Extracted records
= Beginning of Section =
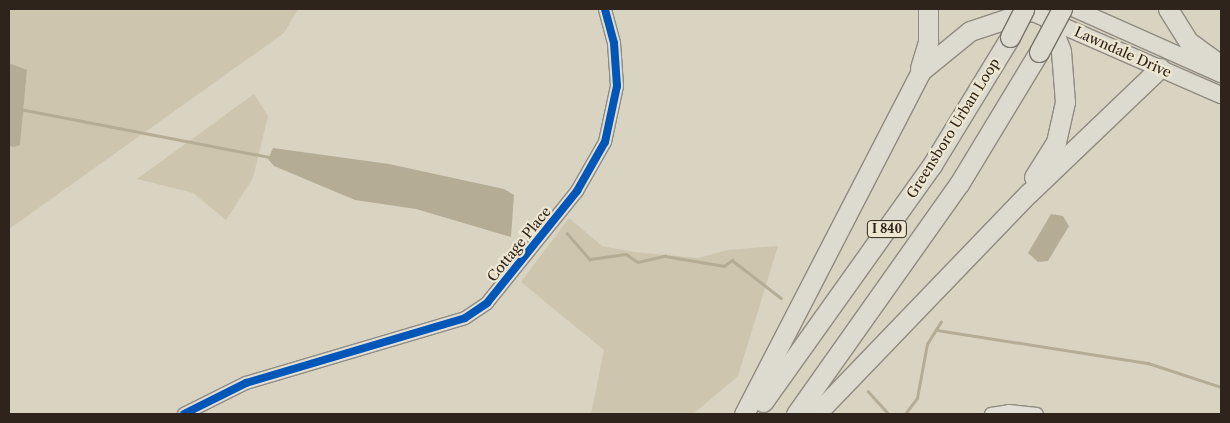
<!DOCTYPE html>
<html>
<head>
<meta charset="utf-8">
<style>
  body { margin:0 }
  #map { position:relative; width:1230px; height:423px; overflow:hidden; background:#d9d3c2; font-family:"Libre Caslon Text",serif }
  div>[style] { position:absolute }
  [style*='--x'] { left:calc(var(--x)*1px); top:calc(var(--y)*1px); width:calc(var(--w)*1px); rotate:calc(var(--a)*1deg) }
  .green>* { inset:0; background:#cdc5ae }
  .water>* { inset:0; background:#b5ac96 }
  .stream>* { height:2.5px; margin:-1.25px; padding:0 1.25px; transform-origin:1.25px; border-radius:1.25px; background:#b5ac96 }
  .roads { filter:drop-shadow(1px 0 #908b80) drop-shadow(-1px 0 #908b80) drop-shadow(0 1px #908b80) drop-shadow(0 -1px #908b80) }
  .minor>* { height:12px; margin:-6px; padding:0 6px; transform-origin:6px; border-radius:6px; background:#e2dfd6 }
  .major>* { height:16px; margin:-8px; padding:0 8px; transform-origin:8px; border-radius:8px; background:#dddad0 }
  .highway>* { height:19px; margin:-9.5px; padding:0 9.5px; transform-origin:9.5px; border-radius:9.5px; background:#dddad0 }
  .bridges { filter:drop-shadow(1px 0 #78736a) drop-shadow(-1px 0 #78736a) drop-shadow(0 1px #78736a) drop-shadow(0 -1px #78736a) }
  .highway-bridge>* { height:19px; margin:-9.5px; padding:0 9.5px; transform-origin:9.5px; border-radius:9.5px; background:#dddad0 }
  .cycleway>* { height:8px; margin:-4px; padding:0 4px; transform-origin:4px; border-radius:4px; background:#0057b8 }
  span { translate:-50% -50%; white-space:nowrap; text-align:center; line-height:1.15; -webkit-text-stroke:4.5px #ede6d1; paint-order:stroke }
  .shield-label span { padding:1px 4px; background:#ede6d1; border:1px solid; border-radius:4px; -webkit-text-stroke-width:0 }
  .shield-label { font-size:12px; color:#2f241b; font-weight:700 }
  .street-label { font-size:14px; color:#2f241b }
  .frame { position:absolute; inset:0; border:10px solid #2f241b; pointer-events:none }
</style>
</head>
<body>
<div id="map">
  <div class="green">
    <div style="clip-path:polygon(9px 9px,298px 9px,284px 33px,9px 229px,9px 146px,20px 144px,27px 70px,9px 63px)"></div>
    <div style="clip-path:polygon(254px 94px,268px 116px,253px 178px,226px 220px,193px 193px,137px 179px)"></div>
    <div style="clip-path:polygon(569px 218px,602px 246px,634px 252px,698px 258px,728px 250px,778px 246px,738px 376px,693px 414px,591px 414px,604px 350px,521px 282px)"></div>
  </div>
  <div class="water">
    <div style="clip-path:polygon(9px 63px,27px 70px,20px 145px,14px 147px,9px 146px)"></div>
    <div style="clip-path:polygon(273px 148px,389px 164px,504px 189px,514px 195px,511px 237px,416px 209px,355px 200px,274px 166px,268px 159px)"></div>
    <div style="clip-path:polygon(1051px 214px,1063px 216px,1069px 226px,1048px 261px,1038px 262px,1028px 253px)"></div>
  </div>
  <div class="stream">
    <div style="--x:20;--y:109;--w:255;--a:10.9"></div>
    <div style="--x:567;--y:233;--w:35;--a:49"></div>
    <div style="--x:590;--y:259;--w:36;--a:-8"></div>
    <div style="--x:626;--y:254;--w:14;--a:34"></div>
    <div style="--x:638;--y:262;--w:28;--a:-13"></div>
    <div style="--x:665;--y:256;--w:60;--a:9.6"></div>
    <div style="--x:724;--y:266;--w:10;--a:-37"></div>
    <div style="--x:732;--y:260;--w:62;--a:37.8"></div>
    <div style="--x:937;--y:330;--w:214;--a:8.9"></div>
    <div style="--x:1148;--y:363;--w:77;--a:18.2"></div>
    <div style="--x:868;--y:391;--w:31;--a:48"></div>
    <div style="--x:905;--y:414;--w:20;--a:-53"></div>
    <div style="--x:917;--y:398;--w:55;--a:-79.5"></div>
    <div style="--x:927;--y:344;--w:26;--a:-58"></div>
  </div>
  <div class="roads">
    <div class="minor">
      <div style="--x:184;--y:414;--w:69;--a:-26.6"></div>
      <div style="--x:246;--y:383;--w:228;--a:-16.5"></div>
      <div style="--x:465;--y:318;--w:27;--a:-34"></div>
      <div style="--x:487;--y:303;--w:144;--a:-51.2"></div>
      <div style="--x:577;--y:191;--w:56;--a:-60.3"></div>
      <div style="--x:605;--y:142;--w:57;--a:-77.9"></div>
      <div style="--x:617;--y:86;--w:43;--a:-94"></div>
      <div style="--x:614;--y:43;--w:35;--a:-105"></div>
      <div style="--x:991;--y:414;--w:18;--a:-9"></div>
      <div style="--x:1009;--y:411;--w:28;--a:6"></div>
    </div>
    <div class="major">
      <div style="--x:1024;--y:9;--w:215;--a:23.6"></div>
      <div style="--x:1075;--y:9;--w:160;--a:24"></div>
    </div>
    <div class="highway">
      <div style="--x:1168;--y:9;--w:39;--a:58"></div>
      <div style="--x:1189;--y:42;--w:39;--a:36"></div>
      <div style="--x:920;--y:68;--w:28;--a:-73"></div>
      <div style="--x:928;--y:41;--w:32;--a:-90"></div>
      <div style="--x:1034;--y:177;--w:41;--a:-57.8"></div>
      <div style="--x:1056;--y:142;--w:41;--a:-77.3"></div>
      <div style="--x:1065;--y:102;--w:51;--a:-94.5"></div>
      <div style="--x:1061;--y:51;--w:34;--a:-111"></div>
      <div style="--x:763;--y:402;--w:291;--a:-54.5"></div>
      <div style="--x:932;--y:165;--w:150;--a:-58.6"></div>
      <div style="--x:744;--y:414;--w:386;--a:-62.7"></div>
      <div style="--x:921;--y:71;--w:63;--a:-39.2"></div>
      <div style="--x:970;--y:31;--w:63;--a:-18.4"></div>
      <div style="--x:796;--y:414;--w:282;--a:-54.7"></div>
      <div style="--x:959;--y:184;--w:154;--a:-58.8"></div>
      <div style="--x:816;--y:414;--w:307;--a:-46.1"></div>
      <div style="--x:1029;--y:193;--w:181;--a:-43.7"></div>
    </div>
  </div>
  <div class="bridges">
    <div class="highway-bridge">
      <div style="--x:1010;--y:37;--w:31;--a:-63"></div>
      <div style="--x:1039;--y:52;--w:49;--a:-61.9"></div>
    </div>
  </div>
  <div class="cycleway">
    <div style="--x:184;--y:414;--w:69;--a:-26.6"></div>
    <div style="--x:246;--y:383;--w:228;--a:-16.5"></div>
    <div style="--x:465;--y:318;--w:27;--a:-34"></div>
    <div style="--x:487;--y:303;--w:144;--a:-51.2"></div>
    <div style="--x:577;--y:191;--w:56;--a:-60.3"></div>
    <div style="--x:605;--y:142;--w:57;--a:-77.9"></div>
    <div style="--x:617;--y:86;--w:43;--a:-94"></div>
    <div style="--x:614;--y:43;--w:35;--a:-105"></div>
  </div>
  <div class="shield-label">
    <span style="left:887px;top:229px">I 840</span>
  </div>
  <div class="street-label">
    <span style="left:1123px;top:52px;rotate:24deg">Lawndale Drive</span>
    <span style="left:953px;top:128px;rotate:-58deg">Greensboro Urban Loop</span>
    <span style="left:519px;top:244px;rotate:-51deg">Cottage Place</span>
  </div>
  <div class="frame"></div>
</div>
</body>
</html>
= End of Section =
= Beginning of Section =
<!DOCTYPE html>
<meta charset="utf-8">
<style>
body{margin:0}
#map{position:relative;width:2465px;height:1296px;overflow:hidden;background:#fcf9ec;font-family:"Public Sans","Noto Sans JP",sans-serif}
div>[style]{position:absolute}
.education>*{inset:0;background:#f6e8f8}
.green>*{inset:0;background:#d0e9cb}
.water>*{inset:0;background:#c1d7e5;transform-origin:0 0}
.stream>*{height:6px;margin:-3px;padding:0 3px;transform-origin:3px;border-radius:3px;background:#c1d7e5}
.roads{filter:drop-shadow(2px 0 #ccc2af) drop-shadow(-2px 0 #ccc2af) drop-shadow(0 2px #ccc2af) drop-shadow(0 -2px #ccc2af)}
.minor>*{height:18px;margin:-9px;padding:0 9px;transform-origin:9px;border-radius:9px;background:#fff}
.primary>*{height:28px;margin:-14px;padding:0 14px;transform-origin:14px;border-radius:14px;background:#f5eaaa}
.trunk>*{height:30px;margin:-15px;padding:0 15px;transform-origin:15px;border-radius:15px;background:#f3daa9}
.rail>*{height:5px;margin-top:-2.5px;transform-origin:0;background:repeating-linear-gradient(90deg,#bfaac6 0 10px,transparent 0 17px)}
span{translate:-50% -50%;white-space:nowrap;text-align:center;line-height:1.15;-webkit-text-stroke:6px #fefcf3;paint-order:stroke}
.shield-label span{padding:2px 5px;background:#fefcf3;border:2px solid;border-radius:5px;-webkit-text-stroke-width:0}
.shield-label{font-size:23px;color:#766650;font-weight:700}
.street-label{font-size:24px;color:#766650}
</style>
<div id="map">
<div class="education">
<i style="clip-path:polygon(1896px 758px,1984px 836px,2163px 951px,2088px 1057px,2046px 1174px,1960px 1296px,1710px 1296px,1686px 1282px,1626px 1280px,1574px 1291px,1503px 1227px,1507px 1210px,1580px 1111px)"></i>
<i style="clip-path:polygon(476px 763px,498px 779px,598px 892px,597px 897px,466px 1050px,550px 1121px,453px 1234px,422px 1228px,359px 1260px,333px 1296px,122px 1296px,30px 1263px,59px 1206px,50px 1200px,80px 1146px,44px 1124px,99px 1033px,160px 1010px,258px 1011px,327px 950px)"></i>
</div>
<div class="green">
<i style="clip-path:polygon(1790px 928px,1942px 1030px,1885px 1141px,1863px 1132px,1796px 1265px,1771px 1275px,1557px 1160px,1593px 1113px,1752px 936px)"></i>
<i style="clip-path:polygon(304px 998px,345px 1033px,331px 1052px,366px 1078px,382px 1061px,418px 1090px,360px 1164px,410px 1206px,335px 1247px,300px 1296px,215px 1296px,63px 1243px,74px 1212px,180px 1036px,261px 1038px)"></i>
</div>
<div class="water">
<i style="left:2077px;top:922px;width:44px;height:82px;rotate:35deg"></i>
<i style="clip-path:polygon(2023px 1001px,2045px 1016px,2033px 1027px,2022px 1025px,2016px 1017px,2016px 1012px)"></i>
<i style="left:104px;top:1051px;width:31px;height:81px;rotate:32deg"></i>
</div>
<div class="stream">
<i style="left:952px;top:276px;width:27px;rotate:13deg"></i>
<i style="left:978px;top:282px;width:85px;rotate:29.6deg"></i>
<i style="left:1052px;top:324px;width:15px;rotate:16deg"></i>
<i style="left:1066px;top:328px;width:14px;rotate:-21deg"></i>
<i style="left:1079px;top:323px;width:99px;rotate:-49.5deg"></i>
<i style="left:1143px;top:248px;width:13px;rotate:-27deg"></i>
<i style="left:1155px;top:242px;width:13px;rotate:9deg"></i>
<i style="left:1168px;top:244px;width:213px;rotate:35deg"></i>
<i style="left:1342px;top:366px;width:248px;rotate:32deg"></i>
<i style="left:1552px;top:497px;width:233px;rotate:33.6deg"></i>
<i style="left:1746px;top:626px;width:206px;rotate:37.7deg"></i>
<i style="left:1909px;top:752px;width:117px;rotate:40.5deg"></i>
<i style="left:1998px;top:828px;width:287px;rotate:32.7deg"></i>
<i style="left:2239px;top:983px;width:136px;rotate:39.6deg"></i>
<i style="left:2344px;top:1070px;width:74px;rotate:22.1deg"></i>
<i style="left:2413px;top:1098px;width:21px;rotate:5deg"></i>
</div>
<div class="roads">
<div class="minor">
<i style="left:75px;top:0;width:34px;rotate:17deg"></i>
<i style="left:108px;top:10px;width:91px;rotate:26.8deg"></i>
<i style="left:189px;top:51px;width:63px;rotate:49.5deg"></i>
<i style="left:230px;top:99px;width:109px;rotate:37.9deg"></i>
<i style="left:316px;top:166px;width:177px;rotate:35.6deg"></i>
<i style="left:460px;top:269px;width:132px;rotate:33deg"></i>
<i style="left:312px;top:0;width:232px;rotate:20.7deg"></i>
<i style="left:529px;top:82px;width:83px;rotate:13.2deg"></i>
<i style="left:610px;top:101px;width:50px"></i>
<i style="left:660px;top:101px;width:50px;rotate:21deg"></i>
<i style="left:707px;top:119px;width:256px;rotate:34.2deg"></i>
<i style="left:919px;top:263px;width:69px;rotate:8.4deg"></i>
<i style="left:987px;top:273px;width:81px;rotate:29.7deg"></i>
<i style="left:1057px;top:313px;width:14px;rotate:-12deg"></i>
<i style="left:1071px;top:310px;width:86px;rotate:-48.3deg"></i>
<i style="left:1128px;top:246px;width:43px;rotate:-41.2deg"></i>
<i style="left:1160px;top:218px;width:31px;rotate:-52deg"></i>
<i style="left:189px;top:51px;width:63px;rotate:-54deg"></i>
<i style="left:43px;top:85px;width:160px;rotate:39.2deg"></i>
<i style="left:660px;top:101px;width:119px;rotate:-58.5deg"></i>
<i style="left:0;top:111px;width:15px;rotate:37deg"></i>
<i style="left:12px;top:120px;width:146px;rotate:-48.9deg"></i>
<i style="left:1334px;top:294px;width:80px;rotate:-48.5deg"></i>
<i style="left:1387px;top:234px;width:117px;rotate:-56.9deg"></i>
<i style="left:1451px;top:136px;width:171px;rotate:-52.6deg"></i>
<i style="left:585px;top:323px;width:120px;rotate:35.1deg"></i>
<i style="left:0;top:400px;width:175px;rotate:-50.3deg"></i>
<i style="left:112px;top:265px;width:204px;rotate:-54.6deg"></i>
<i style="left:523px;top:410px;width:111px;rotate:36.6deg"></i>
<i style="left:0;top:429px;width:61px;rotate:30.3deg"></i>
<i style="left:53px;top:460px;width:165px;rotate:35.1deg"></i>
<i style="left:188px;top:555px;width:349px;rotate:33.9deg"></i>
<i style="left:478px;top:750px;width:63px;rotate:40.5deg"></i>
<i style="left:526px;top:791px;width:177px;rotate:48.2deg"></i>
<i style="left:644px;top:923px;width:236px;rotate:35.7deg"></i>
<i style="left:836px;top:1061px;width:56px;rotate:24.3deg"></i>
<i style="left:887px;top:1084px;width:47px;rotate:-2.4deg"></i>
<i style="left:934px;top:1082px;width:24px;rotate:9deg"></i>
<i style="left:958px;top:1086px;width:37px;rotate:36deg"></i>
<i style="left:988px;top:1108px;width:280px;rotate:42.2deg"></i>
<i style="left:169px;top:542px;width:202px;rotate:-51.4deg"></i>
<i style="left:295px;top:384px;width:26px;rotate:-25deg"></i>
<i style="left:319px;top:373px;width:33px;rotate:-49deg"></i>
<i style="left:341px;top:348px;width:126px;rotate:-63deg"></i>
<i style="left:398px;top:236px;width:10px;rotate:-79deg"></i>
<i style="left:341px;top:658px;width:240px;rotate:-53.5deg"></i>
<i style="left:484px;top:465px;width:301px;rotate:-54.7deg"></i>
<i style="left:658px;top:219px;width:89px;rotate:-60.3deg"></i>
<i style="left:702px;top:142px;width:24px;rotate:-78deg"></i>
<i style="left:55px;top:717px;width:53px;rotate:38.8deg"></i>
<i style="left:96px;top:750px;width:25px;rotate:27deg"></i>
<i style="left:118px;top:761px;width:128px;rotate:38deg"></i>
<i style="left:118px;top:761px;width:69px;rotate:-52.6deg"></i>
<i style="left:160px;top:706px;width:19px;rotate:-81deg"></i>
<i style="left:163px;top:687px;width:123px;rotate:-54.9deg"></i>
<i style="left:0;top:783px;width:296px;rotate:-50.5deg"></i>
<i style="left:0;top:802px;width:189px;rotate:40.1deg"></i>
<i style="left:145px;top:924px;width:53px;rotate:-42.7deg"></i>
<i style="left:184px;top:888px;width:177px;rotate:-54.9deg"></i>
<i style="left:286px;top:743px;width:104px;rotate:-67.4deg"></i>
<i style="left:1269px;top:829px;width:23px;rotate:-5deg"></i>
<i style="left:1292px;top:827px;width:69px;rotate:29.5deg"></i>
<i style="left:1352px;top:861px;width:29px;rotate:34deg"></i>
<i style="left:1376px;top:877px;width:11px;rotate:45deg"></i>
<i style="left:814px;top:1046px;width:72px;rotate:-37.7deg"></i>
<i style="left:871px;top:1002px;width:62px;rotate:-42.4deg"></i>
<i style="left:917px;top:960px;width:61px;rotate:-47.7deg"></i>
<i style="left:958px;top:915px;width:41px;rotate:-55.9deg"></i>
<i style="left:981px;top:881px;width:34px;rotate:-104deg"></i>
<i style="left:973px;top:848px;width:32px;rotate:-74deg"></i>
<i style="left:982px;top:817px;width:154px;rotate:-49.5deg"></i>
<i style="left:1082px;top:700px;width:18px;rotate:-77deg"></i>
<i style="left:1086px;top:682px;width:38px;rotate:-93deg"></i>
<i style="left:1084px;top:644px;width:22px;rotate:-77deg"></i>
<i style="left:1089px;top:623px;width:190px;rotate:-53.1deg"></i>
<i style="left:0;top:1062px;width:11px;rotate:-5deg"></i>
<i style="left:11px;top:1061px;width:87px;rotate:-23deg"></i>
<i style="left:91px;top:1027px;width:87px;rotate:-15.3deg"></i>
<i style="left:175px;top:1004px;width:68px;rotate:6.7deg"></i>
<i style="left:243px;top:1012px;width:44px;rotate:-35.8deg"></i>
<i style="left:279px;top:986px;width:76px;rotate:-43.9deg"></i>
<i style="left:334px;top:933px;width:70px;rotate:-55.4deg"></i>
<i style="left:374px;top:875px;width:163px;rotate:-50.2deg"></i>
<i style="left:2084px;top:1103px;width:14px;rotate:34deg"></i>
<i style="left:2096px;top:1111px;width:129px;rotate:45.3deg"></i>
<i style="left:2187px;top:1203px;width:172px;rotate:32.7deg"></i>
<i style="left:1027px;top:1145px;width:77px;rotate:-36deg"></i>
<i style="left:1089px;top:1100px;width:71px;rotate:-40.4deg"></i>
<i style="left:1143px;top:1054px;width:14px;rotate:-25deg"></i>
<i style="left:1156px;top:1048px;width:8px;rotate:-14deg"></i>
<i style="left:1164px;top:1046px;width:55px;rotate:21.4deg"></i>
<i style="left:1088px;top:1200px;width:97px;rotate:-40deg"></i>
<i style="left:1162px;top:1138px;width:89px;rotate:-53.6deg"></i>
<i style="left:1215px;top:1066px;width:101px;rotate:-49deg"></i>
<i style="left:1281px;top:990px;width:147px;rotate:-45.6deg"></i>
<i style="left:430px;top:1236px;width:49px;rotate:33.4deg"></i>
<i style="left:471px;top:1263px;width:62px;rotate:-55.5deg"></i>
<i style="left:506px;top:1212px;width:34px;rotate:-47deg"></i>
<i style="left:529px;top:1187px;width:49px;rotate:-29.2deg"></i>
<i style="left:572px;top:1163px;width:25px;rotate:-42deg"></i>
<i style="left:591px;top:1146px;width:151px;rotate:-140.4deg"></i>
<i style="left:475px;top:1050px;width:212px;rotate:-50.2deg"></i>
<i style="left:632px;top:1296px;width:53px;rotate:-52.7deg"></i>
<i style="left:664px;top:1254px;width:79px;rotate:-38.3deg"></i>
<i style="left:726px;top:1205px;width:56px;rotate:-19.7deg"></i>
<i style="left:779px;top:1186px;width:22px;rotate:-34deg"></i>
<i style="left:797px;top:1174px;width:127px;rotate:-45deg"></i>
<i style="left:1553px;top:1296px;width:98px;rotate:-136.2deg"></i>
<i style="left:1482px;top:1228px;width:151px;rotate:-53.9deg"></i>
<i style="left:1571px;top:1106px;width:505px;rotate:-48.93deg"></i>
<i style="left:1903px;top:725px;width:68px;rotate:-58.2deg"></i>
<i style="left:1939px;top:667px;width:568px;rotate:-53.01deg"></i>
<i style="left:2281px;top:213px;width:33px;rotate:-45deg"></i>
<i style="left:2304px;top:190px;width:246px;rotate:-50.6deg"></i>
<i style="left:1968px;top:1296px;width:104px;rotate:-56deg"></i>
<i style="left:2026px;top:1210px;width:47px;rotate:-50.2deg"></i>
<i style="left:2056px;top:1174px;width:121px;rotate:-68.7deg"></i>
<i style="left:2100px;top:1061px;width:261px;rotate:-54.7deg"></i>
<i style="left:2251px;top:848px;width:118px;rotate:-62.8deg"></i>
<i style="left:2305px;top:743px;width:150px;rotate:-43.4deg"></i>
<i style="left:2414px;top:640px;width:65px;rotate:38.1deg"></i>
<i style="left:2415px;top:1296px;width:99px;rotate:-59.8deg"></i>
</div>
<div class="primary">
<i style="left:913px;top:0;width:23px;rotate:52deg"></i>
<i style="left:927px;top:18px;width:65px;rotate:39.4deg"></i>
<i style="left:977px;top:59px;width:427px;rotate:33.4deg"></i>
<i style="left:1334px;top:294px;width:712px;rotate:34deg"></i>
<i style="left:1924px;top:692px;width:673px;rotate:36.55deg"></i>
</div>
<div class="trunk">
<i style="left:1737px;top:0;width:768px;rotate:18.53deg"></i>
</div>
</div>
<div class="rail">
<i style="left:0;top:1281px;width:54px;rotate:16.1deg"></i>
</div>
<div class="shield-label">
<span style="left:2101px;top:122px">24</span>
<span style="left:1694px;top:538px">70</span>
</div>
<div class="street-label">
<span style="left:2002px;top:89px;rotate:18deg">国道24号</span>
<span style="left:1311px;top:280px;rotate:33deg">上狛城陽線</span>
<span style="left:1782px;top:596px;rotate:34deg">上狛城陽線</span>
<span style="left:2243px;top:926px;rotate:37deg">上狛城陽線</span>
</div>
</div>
= End of Section =
#### [PROBLEM TO SOLVE]
The lines to show are those in the data above that include "hidden".

#### [RESPONSE TO THIS EXERCISE]
  #map { position:relative; width:1230px; height:423px; overflow:hidden; background:#d9d3c2; font-family:"Libre Caslon Text",serif }
#map{position:relative;width:2465px;height:1296px;overflow:hidden;background:#fcf9ec;font-family:"Public Sans","Noto Sans JP",sans-serif}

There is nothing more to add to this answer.